TASK DIRECTIONS
Once the images are set aside, output the listing exactly as it stands.

RECORDS TO PROCESS
------------------------------------------------------------
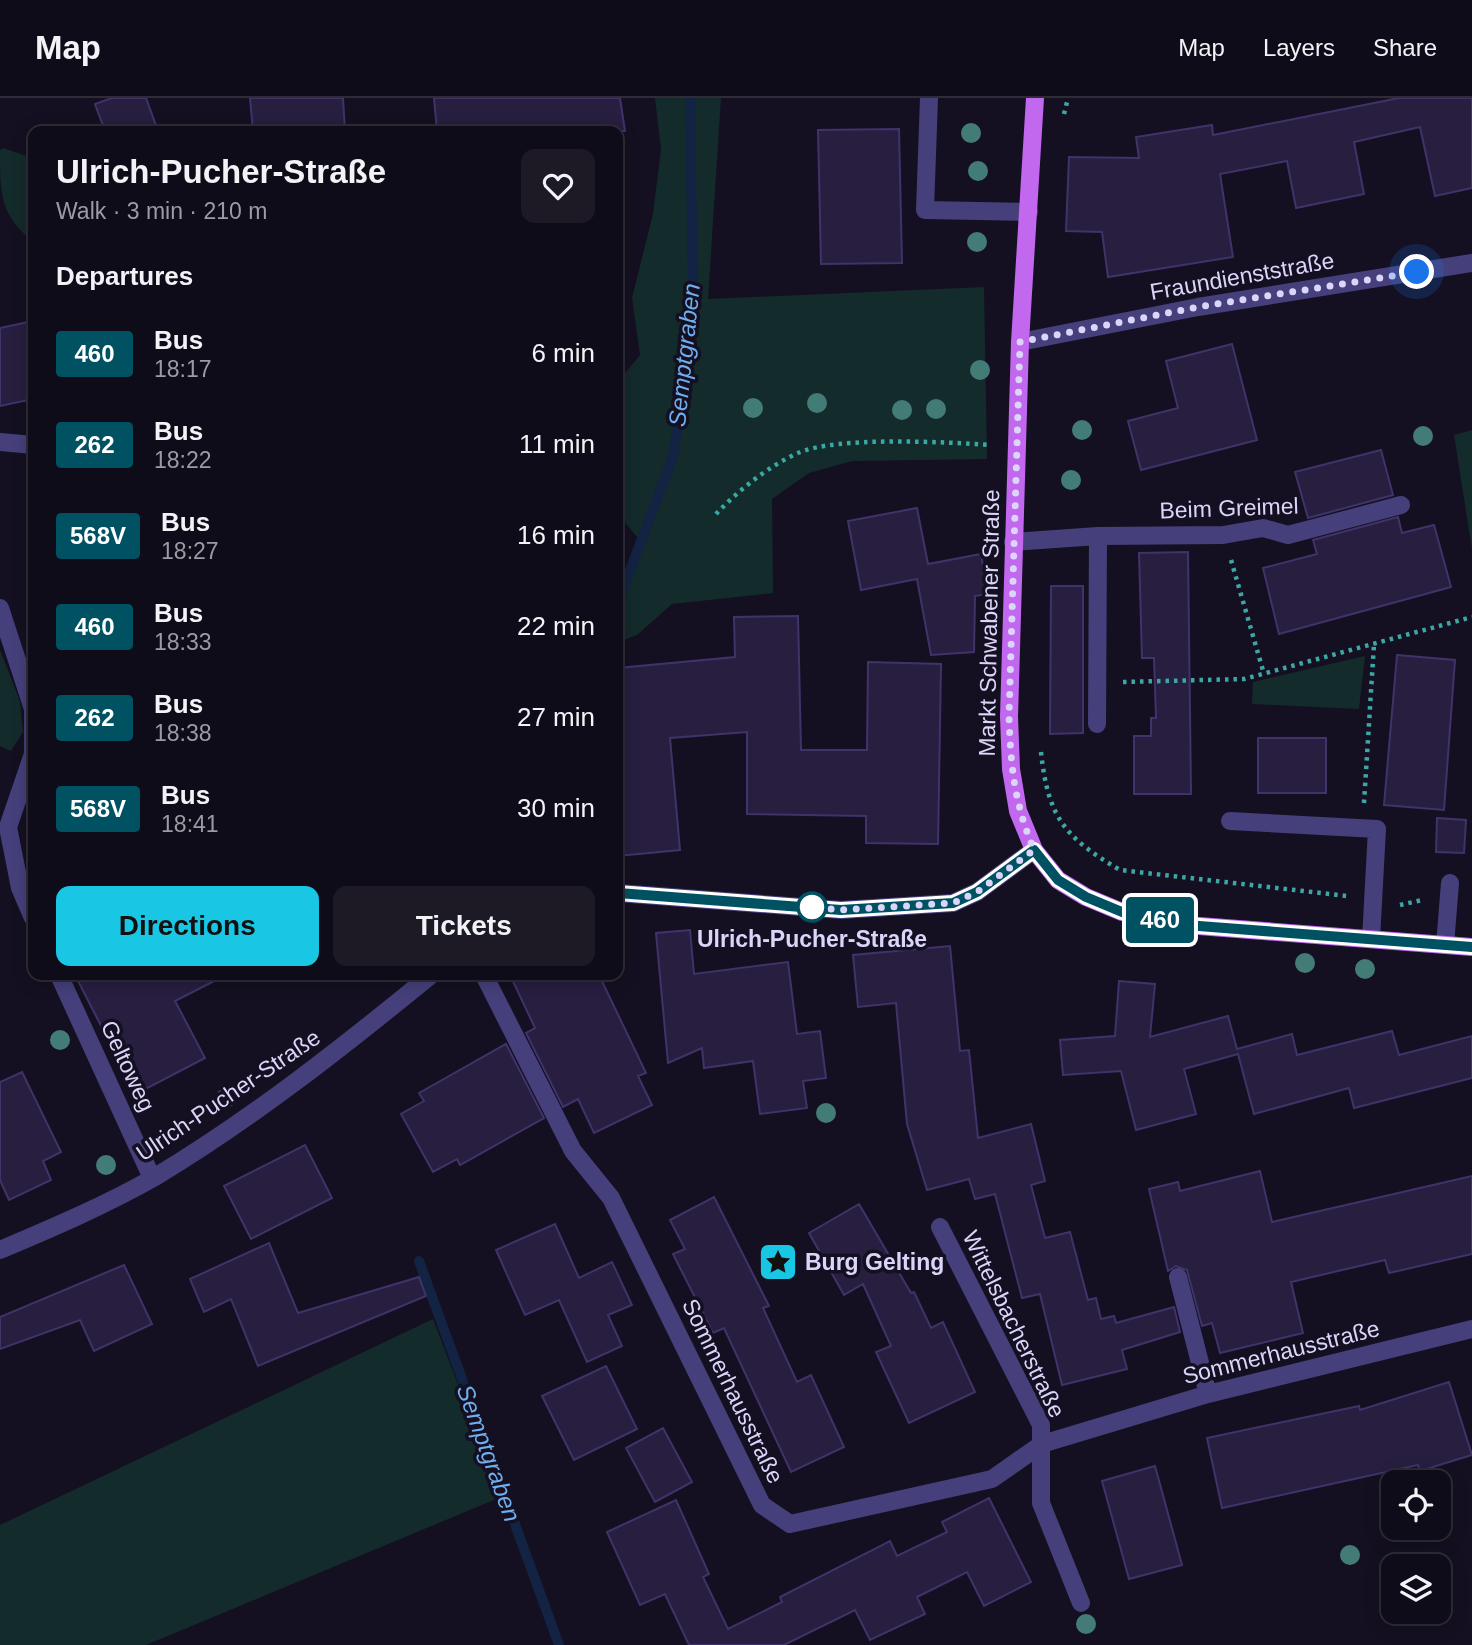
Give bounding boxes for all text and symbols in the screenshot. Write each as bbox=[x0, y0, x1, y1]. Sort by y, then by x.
text: Map bbox=[35, 29, 101, 66]
text: Map bbox=[1178, 34, 1225, 61]
text: Layers bbox=[1263, 34, 1335, 61]
text: Share bbox=[1373, 34, 1437, 61]
button: heart bbox=[521, 149, 595, 223]
text: Ulrich-Pucher-Straße bbox=[56, 153, 386, 190]
text: Walk · 3 min · 210 m bbox=[56, 198, 267, 224]
street label: Fraundienststraße bbox=[1148, 247, 1336, 305]
your location bbox=[1399, 254, 1434, 289]
text: Departures bbox=[56, 261, 193, 291]
water label: Semptgraben bbox=[663, 282, 705, 428]
text: Bus bbox=[154, 325, 203, 355]
text: 6 min bbox=[531, 338, 595, 368]
text: 460 bbox=[74, 340, 115, 367]
text: 18:17 bbox=[154, 356, 212, 382]
text: Bus bbox=[154, 416, 203, 446]
text: 11 min bbox=[519, 429, 595, 459]
text: 262 bbox=[74, 431, 115, 458]
text: 18:22 bbox=[154, 447, 212, 473]
street label: Markt Schwabener Straße bbox=[974, 489, 1004, 757]
street label: Beim Greimel bbox=[1159, 493, 1299, 523]
text: Bus bbox=[161, 507, 210, 537]
text: 16 min bbox=[517, 520, 595, 550]
text: 568V bbox=[70, 522, 126, 549]
text: 18:27 bbox=[161, 538, 219, 564]
text: Bus bbox=[154, 598, 203, 628]
text: 22 min bbox=[517, 611, 595, 641]
text: 460 bbox=[74, 613, 115, 640]
text: 18:33 bbox=[154, 629, 212, 655]
text: Bus bbox=[154, 689, 203, 719]
text: 27 min bbox=[517, 702, 595, 732]
text: 262 bbox=[74, 704, 115, 731]
text: 18:38 bbox=[154, 720, 212, 746]
text: Bus bbox=[161, 780, 210, 810]
text: 30 min bbox=[517, 793, 595, 823]
text: 568V bbox=[70, 795, 126, 822]
text: 18:41 bbox=[161, 811, 219, 837]
button: Directions bbox=[56, 886, 319, 966]
button: Tickets bbox=[333, 886, 595, 966]
marker: Ulrich-Pucher-Straße bbox=[797, 892, 827, 922]
line badge: 460 bbox=[1120, 897, 1200, 943]
text: 460 bbox=[1140, 906, 1180, 933]
place label: Ulrich-Pucher-Straße bbox=[697, 926, 927, 952]
street label: Geltoweg bbox=[96, 1016, 160, 1116]
street label: Ulrich-Pucher-Straße bbox=[131, 1024, 325, 1166]
street label: Wittelsbacherstraße bbox=[957, 1226, 1071, 1422]
place icon: Burg Gelting bbox=[757, 1241, 799, 1283]
place label: Burg Gelting bbox=[805, 1249, 944, 1275]
street label: Sommerhausstraße bbox=[677, 1295, 789, 1487]
street label: Sommerhausstraße bbox=[1180, 1315, 1382, 1389]
water label: Semptgraben bbox=[452, 1381, 526, 1525]
map controls bbox=[1381, 1470, 1451, 1624]
button: locate bbox=[1381, 1470, 1451, 1540]
button: layers bbox=[1381, 1554, 1451, 1624]

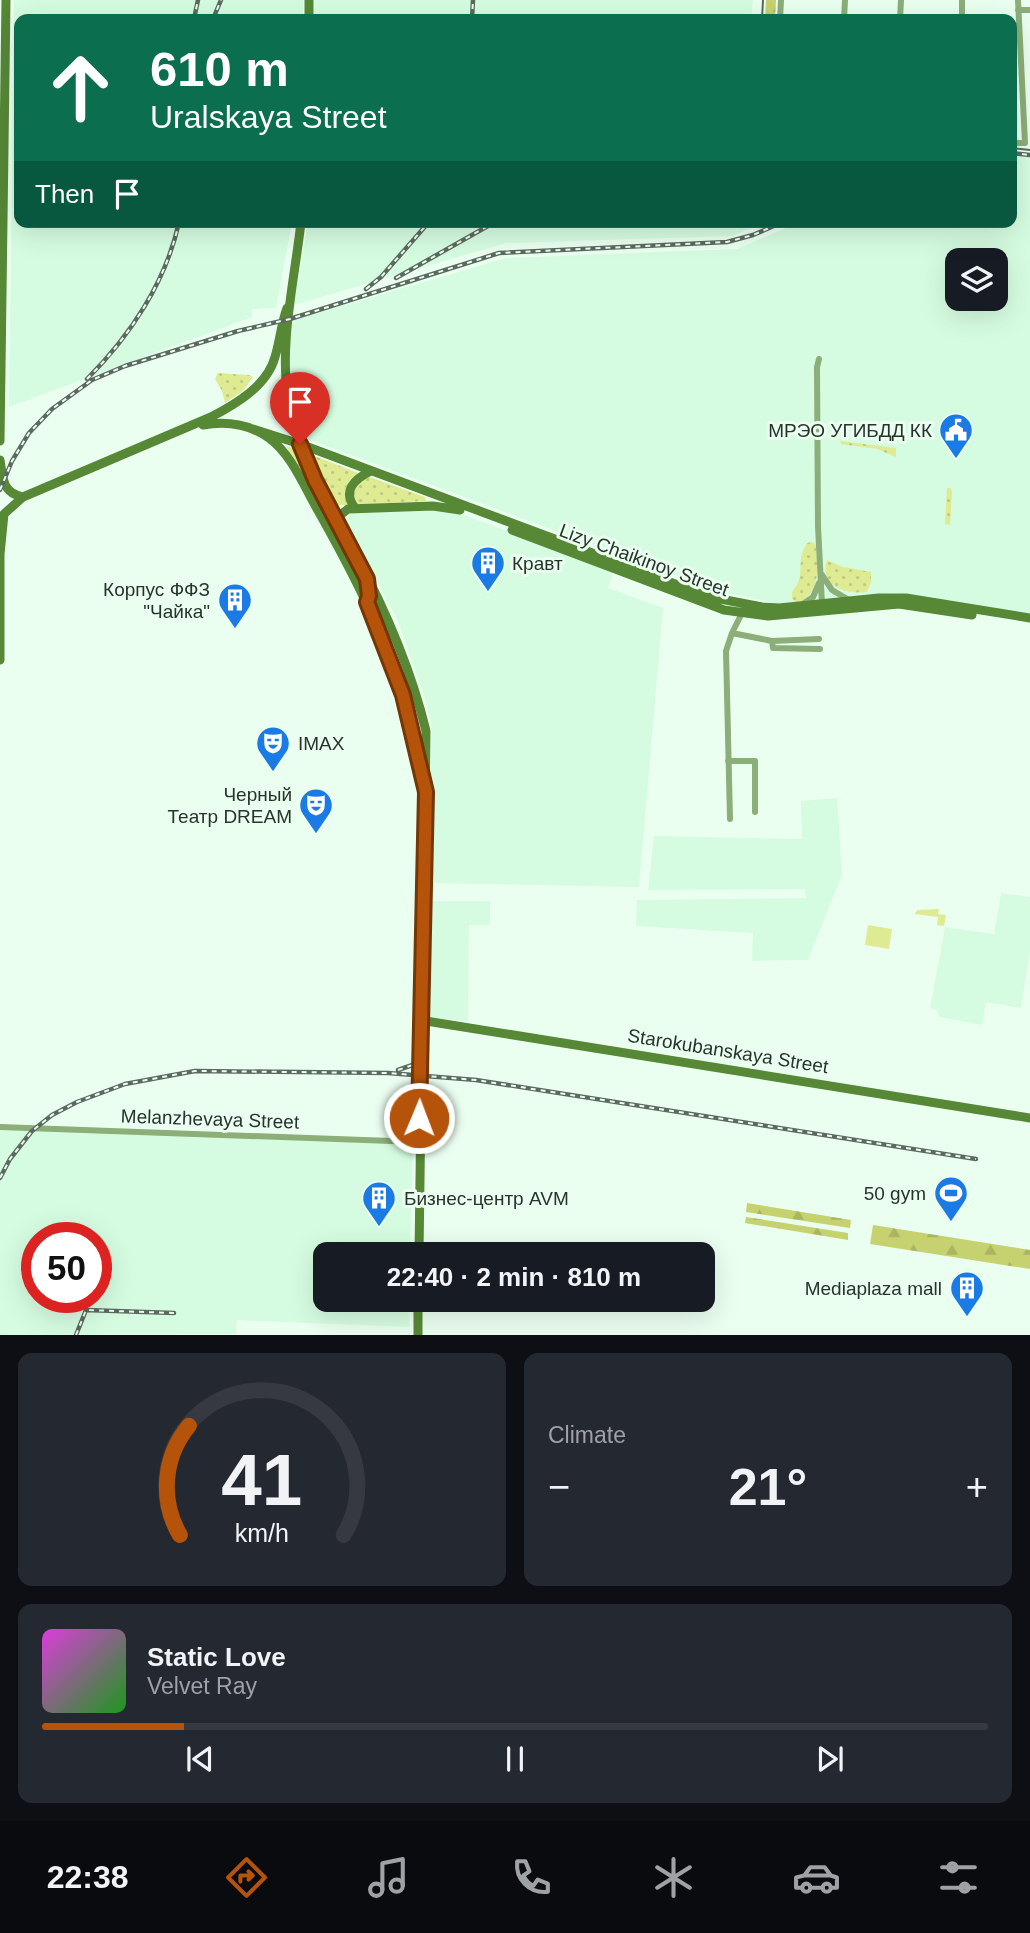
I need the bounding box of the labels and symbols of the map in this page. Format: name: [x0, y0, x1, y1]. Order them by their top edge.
pin: [270, 372, 330, 444]
public building icon: МРЭО УГИБДД КК: [937, 411, 975, 460]
place label: МРЭО УГИБДД КК: [768, 420, 932, 441]
street label: Lizy Chaikinoy Street: [557, 520, 732, 601]
building icon: Кравт: [469, 544, 507, 593]
place label: Кравт: [512, 553, 563, 574]
place label: Корпус ФФЗ "Чайка": [103, 579, 210, 622]
building icon: Корпус ФФЗ "Чайка": [216, 581, 254, 630]
theatre icon: IMAX: [254, 724, 292, 773]
place label: IMAX: [298, 733, 345, 754]
place label: Черный Театр DREAM: [168, 784, 292, 827]
theatre icon: Черный Театр DREAM: [297, 786, 335, 835]
street label: Starokubanskaya Street: [626, 1025, 830, 1077]
position arrow: [382, 1081, 456, 1155]
street label: Melanzhevaya Street: [120, 1105, 300, 1133]
sports icon: 50 gym: [932, 1174, 970, 1223]
building icon: Бизнес-центр AVM: [360, 1179, 398, 1228]
place label: 50 gym: [864, 1183, 926, 1204]
place label: Бизнес-центр AVM: [404, 1188, 569, 1209]
speed limit sign: 50: [21, 1222, 112, 1313]
building icon: Mediaplaza mall: [948, 1269, 986, 1318]
place label: Mediaplaza mall: [805, 1278, 942, 1299]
------------------------------------------------------------
TASK RESPONSE
Give bounding boxes for all text and symbols in the screenshot. Write each as bbox=[x0, y0, x1, y1]. Sort by y, then by x.
text: Map bbox=[35, 29, 101, 66]
text: Map bbox=[1178, 34, 1225, 61]
text: Layers bbox=[1263, 34, 1335, 61]
text: Share bbox=[1373, 34, 1437, 61]
button: heart bbox=[521, 149, 595, 223]
text: Ulrich-Pucher-Straße bbox=[56, 153, 386, 190]
text: Walk · 3 min · 210 m bbox=[56, 198, 267, 224]
street label: Fraundienststraße bbox=[1148, 247, 1336, 305]
your location bbox=[1399, 254, 1434, 289]
text: Departures bbox=[56, 261, 193, 291]
water label: Semptgraben bbox=[663, 282, 705, 428]
text: Bus bbox=[154, 325, 203, 355]
text: 6 min bbox=[531, 338, 595, 368]
text: 460 bbox=[74, 340, 115, 367]
text: 18:17 bbox=[154, 356, 212, 382]
text: Bus bbox=[154, 416, 203, 446]
text: 11 min bbox=[519, 429, 595, 459]
text: 262 bbox=[74, 431, 115, 458]
text: 18:22 bbox=[154, 447, 212, 473]
street label: Markt Schwabener Straße bbox=[974, 489, 1004, 757]
street label: Beim Greimel bbox=[1159, 493, 1299, 523]
text: Bus bbox=[161, 507, 210, 537]
text: 16 min bbox=[517, 520, 595, 550]
text: 568V bbox=[70, 522, 126, 549]
text: 18:27 bbox=[161, 538, 219, 564]
text: Bus bbox=[154, 598, 203, 628]
text: 22 min bbox=[517, 611, 595, 641]
text: 460 bbox=[74, 613, 115, 640]
text: 18:33 bbox=[154, 629, 212, 655]
text: Bus bbox=[154, 689, 203, 719]
text: 27 min bbox=[517, 702, 595, 732]
text: 262 bbox=[74, 704, 115, 731]
text: 18:38 bbox=[154, 720, 212, 746]
text: Bus bbox=[161, 780, 210, 810]
text: 30 min bbox=[517, 793, 595, 823]
text: 568V bbox=[70, 795, 126, 822]
text: 18:41 bbox=[161, 811, 219, 837]
button: Directions bbox=[56, 886, 319, 966]
button: Tickets bbox=[333, 886, 595, 966]
marker: Ulrich-Pucher-Straße bbox=[797, 892, 827, 922]
line badge: 460 bbox=[1120, 897, 1200, 943]
text: 460 bbox=[1140, 906, 1180, 933]
place label: Ulrich-Pucher-Straße bbox=[697, 926, 927, 952]
street label: Geltoweg bbox=[96, 1016, 160, 1116]
street label: Ulrich-Pucher-Straße bbox=[131, 1024, 325, 1166]
street label: Wittelsbacherstraße bbox=[957, 1226, 1071, 1422]
place icon: Burg Gelting bbox=[757, 1241, 799, 1283]
place label: Burg Gelting bbox=[805, 1249, 944, 1275]
street label: Sommerhausstraße bbox=[677, 1295, 789, 1487]
street label: Sommerhausstraße bbox=[1180, 1315, 1382, 1389]
water label: Semptgraben bbox=[452, 1381, 526, 1525]
map controls bbox=[1381, 1470, 1451, 1624]
button: locate bbox=[1381, 1470, 1451, 1540]
button: layers bbox=[1381, 1554, 1451, 1624]

I need the bounding box of the labels and symbols of the map in this page. Format: name: [x0, y0, x1, y1]. Order them by their top edge.
pin: [270, 372, 330, 444]
public building icon: МРЭО УГИБДД КК: [937, 411, 975, 460]
place label: МРЭО УГИБДД КК: [768, 420, 932, 441]
street label: Lizy Chaikinoy Street: [557, 520, 732, 601]
building icon: Кравт: [469, 544, 507, 593]
place label: Кравт: [512, 553, 563, 574]
place label: Корпус ФФЗ "Чайка": [103, 579, 210, 622]
building icon: Корпус ФФЗ "Чайка": [216, 581, 254, 630]
theatre icon: IMAX: [254, 724, 292, 773]
place label: IMAX: [298, 733, 345, 754]
place label: Черный Театр DREAM: [168, 784, 292, 827]
theatre icon: Черный Театр DREAM: [297, 786, 335, 835]
street label: Starokubanskaya Street: [626, 1025, 830, 1077]
position arrow: [382, 1081, 456, 1155]
street label: Melanzhevaya Street: [120, 1105, 300, 1133]
sports icon: 50 gym: [932, 1174, 970, 1223]
building icon: Бизнес-центр AVM: [360, 1179, 398, 1228]
place label: 50 gym: [864, 1183, 926, 1204]
place label: Бизнес-центр AVM: [404, 1188, 569, 1209]
speed limit sign: 50: [21, 1222, 112, 1313]
building icon: Mediaplaza mall: [948, 1269, 986, 1318]
place label: Mediaplaza mall: [805, 1278, 942, 1299]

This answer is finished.